── THE INPUT

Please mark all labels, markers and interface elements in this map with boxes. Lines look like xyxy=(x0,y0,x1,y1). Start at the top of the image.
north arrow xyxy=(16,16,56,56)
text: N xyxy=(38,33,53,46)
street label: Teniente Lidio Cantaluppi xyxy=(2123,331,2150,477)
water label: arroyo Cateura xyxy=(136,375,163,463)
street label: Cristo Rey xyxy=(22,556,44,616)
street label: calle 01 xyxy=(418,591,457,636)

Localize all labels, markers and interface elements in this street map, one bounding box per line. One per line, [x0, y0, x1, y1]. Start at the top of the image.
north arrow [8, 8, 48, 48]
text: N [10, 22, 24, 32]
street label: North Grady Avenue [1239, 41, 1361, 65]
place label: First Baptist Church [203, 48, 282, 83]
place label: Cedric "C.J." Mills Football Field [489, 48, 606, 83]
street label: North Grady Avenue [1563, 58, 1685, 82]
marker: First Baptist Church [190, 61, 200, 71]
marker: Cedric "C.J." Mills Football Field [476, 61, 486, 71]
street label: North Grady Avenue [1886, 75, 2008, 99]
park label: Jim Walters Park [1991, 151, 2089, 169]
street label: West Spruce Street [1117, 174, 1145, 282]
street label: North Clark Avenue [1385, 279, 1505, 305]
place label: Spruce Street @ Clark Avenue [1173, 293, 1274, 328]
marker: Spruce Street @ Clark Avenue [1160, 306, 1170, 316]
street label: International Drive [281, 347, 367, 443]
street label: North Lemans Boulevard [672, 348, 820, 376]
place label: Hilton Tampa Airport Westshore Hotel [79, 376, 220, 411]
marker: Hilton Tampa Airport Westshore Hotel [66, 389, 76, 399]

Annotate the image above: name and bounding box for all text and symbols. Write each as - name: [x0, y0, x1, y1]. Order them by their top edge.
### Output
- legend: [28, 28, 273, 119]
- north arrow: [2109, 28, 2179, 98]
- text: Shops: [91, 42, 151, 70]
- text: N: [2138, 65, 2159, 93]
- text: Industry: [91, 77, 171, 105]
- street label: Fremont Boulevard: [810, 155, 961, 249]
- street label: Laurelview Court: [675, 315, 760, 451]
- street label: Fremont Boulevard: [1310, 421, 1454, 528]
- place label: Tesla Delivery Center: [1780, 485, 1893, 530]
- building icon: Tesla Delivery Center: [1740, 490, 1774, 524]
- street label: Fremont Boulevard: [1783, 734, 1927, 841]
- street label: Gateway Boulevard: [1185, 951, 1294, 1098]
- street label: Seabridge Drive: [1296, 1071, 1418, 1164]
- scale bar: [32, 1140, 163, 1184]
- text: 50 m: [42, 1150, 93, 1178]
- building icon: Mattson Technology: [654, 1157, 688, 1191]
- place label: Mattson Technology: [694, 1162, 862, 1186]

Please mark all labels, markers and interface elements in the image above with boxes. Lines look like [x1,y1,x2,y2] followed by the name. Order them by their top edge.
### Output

────

### TASK DIRECTIONS
The lines above that hold the word "edge" should be found and copied out.

### EXERCISE ANSWER
Annotate the image above: name and bounding box for all text and symbols. Write each as - name: [x0, y0, x1, y1]. Order them by their top edge.
Please mark all labels, markers and interface elements in the image above with boxes. Lines look like [x1,y1,x2,y2] followed by the name. Order them by their top edge.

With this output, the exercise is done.